## Entries taken from a collection
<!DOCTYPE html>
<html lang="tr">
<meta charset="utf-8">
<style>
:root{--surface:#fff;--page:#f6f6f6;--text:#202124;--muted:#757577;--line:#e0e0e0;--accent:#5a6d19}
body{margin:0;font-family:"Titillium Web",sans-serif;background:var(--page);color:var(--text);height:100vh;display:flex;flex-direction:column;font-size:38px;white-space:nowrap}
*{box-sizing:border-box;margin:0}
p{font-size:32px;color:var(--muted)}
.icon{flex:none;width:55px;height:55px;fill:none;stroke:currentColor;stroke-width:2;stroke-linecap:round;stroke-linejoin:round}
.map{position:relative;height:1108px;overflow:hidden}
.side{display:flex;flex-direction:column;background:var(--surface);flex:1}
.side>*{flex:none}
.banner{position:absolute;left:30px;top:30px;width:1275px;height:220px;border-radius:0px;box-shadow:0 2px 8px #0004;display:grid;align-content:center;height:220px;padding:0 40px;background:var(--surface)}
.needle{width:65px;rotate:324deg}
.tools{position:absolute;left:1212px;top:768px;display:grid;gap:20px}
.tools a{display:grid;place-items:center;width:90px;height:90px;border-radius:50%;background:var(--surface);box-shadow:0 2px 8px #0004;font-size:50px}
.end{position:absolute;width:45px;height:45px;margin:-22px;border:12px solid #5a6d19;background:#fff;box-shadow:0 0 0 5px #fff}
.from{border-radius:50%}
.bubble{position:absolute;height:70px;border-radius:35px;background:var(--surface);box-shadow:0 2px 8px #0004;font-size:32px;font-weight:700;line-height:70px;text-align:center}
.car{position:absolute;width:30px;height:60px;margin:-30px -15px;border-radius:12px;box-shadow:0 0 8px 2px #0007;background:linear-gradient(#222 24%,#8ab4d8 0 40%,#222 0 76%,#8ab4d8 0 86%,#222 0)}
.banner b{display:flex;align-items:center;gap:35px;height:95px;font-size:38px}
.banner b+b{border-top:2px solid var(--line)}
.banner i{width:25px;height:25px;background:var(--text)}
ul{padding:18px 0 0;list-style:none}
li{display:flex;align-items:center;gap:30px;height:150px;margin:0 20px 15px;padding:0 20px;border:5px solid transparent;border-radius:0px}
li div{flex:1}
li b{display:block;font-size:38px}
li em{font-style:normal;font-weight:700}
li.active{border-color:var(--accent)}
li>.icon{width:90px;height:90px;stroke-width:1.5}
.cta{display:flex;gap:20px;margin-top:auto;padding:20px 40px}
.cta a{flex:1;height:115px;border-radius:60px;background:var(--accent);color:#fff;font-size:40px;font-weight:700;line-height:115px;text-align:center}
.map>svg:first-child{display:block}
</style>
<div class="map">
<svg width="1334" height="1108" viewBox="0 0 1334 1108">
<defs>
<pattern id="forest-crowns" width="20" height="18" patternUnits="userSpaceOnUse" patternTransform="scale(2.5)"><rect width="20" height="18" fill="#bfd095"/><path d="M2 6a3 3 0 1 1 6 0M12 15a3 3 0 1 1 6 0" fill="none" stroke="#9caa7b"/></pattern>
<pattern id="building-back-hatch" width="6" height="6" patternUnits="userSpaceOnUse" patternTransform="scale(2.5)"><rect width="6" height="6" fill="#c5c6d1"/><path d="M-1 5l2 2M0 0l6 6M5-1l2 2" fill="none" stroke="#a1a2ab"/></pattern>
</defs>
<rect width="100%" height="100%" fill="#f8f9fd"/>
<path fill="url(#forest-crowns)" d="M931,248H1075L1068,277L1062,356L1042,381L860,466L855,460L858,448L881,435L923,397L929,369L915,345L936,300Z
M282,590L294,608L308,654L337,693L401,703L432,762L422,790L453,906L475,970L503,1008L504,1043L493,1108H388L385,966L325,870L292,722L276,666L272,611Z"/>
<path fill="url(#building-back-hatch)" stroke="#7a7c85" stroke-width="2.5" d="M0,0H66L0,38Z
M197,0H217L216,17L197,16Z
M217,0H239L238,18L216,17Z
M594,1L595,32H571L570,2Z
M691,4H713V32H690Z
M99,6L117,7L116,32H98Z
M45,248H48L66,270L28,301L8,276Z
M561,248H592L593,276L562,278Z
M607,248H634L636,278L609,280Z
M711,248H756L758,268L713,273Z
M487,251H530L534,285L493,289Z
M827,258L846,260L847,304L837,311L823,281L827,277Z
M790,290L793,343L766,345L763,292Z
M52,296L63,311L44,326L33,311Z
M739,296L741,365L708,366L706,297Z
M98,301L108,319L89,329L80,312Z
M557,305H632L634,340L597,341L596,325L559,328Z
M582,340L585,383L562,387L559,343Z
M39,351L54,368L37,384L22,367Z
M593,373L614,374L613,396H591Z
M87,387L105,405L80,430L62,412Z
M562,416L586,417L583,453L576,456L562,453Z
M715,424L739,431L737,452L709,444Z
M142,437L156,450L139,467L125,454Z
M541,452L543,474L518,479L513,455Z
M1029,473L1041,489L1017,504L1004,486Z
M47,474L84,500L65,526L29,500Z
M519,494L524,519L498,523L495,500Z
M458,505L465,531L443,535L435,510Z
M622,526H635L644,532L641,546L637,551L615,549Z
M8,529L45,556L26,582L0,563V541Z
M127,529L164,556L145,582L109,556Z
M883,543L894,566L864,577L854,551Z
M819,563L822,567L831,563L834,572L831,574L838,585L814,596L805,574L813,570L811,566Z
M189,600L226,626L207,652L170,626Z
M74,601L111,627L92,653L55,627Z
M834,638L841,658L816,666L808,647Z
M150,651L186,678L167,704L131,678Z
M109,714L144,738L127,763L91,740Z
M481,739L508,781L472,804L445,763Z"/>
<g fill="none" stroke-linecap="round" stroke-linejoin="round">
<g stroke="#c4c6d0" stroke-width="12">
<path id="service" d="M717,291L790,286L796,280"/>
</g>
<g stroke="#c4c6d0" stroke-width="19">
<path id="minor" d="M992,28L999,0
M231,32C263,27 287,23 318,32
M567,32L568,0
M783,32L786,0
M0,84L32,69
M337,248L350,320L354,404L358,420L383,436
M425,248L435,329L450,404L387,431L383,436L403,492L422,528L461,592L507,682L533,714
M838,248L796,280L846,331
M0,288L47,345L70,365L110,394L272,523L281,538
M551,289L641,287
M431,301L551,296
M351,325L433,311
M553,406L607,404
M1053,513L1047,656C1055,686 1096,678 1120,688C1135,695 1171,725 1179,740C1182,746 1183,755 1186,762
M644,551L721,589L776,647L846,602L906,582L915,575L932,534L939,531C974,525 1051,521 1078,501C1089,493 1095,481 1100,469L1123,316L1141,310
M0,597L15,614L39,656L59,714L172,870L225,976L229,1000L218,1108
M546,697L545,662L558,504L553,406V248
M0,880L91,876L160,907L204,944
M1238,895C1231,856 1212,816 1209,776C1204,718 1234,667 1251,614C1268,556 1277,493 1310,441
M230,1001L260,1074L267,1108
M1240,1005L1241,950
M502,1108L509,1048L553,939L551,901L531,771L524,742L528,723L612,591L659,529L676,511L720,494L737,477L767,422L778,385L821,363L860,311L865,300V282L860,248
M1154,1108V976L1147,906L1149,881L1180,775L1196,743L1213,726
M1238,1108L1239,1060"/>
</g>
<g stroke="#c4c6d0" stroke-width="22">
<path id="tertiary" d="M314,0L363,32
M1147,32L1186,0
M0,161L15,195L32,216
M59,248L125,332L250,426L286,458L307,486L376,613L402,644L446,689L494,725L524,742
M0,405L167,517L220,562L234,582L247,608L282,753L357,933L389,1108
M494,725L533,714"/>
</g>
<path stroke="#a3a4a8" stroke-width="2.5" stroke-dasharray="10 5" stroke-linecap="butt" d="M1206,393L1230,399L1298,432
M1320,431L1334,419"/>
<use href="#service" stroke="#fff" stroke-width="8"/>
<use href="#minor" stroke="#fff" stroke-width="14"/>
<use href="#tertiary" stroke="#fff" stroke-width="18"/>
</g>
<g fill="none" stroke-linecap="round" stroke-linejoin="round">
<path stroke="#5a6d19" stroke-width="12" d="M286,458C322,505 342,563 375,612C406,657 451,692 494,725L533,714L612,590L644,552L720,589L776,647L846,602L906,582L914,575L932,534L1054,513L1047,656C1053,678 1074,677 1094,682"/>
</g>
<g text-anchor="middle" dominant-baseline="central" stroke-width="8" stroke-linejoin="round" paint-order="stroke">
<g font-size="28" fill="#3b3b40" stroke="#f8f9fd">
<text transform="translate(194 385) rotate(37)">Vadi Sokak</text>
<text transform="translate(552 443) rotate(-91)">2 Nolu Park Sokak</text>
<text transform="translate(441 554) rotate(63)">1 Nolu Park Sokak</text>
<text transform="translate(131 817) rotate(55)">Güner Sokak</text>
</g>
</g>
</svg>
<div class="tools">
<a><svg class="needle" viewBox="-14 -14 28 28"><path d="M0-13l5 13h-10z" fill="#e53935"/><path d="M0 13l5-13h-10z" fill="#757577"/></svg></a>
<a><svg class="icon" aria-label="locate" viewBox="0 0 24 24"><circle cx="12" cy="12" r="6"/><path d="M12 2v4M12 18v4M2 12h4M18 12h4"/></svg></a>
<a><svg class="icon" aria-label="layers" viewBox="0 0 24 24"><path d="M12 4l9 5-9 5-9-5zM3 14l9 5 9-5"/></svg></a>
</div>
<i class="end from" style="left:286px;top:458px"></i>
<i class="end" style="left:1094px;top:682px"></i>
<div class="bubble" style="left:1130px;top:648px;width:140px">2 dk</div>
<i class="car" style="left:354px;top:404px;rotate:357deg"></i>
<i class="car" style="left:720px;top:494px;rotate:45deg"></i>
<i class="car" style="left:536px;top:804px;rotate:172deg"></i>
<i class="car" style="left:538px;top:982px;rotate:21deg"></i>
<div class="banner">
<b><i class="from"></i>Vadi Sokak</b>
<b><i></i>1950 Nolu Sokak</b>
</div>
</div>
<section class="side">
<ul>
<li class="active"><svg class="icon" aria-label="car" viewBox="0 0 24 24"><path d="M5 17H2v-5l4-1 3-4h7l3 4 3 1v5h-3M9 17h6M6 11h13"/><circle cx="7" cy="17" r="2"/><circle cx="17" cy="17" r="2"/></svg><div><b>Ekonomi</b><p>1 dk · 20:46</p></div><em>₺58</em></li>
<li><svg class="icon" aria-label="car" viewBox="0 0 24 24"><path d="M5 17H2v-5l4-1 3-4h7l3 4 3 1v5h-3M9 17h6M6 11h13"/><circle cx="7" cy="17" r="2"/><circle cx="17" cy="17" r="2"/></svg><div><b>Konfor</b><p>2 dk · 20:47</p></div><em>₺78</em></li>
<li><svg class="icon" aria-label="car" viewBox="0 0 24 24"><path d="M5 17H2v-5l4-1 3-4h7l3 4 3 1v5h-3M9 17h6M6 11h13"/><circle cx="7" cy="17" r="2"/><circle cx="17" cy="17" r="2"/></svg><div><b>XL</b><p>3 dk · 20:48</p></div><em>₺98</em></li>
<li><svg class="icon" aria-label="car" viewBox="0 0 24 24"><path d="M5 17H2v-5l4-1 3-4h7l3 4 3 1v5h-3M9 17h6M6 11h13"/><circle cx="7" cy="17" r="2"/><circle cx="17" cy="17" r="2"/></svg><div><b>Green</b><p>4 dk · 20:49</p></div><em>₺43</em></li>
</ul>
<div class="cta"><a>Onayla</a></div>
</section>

## YOUR INSTRUCTIONS
Lines containing the word "tools" are to be located in the entries and copied.

## FINISHED EXERCISE
.tools{position:absolute;left:1212px;top:768px;display:grid;gap:20px}
.tools a{display:grid;place-items:center;width:90px;height:90px;border-radius:50%;background:var(--surface);box-shadow:0 2px 8px #0004;font-size:50px}
<div class="tools">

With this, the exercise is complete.